▶ **YOUR TASK**
Search the data for the string "Norte" and extract every line where it appears.

DATA FOR THIS TASK section start

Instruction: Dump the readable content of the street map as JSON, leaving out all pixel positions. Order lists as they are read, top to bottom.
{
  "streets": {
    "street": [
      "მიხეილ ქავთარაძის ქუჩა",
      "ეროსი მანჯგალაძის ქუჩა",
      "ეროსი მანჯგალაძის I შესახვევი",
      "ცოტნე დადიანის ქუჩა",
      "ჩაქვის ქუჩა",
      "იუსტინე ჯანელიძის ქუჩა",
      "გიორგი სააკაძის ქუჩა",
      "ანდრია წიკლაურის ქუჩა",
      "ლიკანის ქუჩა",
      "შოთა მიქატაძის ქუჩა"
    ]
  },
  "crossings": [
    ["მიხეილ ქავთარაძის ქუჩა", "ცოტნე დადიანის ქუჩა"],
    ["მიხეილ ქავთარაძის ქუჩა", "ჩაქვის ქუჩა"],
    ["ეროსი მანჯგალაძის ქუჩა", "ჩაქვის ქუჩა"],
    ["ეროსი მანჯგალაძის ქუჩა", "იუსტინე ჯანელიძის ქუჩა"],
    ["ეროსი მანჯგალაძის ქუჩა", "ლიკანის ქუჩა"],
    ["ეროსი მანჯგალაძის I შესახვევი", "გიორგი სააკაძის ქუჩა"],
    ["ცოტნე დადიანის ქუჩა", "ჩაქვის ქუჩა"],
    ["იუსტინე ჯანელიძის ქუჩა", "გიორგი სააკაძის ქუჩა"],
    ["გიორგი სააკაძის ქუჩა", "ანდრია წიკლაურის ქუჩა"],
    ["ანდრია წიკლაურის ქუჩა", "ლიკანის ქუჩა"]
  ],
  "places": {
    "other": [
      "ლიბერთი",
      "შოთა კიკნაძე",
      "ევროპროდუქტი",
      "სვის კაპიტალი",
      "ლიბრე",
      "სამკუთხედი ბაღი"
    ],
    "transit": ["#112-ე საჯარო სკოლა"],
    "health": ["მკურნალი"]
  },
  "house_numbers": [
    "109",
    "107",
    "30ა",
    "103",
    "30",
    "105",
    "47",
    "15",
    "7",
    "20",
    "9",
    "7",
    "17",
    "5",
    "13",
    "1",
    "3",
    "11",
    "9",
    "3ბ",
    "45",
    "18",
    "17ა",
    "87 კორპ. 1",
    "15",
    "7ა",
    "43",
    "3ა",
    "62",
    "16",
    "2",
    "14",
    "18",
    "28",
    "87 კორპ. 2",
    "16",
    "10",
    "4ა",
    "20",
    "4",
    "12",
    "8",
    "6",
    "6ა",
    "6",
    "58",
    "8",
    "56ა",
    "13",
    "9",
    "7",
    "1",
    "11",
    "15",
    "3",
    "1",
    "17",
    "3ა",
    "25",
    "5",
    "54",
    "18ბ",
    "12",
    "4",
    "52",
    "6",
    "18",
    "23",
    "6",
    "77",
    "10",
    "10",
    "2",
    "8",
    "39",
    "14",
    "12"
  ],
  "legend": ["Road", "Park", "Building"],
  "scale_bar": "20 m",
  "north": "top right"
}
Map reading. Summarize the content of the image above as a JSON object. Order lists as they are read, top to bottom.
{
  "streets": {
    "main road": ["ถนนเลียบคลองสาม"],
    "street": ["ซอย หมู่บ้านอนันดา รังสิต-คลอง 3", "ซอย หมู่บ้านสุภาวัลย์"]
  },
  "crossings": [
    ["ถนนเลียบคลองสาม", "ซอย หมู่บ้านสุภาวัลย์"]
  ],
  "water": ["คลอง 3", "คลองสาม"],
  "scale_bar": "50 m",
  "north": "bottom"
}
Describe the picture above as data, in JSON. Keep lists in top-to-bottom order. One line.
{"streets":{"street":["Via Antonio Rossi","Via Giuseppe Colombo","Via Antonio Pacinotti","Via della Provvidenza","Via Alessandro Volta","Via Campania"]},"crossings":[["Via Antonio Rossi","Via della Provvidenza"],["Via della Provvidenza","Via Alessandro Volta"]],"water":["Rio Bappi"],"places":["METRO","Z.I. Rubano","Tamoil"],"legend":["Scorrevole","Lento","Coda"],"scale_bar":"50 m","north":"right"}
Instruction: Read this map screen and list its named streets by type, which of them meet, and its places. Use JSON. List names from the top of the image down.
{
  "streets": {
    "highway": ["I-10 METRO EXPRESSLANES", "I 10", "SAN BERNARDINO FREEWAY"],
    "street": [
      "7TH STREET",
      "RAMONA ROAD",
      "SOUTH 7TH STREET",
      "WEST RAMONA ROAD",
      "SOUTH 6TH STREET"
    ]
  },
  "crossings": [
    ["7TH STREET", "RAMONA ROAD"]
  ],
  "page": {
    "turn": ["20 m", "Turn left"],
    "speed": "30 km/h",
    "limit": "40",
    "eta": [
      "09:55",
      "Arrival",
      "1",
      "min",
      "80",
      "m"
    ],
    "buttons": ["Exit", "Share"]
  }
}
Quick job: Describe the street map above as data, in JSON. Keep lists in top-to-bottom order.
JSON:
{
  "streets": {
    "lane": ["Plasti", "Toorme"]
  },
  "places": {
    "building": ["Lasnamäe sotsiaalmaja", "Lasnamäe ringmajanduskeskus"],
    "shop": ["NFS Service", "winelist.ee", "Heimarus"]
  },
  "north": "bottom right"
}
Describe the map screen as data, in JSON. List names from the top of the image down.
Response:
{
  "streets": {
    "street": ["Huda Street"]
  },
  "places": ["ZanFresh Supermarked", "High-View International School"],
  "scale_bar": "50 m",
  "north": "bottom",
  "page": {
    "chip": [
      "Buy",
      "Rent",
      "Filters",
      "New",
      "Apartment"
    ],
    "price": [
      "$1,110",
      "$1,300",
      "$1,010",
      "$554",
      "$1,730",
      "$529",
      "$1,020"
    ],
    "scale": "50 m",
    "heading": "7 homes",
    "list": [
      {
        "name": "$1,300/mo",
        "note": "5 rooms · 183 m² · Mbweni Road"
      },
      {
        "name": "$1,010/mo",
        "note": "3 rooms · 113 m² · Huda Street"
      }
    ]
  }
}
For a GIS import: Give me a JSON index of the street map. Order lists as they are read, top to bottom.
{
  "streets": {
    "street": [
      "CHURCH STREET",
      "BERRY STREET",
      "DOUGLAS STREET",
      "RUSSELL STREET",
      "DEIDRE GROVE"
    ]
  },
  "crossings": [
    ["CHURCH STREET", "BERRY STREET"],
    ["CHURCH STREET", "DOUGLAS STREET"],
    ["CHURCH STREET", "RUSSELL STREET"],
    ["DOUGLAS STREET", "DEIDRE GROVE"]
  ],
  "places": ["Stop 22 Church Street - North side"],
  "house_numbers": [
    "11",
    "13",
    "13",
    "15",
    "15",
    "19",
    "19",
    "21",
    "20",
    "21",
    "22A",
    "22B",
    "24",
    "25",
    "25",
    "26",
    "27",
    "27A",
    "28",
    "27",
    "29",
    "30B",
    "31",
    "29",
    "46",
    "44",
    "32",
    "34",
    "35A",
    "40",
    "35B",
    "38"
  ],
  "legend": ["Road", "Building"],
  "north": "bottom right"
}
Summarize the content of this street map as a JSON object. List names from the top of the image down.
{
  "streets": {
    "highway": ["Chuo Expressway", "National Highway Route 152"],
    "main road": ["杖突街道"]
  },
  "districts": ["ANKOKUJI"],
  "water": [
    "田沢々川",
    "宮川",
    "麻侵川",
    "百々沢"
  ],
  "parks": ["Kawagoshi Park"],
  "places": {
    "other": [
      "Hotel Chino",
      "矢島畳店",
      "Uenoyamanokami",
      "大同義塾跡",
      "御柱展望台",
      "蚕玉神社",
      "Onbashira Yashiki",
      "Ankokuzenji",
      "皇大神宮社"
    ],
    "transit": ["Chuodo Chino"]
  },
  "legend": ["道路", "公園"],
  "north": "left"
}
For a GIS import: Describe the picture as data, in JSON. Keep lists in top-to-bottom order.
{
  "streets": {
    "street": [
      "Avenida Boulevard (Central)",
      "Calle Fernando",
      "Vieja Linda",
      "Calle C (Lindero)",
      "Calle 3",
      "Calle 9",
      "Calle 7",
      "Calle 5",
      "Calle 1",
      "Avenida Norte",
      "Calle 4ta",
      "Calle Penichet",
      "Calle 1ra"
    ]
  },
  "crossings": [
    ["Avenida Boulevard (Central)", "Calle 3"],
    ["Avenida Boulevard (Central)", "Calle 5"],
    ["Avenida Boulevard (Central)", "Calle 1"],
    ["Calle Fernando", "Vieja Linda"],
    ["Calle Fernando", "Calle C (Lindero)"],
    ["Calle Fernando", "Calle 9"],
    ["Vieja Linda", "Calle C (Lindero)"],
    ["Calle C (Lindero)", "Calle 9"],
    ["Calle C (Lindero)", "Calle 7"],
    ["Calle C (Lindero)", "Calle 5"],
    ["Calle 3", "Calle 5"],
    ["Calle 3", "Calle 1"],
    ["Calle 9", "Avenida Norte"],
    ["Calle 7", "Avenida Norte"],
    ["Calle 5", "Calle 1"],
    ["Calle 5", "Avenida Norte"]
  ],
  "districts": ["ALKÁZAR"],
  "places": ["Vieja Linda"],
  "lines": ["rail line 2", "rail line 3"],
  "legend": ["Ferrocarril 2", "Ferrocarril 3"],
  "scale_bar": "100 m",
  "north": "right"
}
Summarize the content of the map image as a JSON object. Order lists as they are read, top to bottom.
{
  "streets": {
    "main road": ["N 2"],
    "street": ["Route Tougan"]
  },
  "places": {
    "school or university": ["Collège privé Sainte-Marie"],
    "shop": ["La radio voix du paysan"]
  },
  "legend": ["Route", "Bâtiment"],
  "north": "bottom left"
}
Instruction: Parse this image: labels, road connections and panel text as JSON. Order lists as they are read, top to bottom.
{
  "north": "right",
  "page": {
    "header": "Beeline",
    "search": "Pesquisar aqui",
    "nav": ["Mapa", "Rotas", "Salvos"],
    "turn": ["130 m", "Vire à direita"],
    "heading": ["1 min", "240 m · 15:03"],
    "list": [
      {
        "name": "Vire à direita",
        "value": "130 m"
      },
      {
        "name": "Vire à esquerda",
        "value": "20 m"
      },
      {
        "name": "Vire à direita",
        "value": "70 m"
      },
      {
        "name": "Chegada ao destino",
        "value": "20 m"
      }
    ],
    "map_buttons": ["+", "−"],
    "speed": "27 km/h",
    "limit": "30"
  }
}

DATA FOR THIS TASK section end

▶ **OUTPUT**
      "Avenida Norte",
    ["Calle 9", "Avenida Norte"],
    ["Calle 7", "Avenida Norte"],
    ["Calle 5", "Avenida Norte"]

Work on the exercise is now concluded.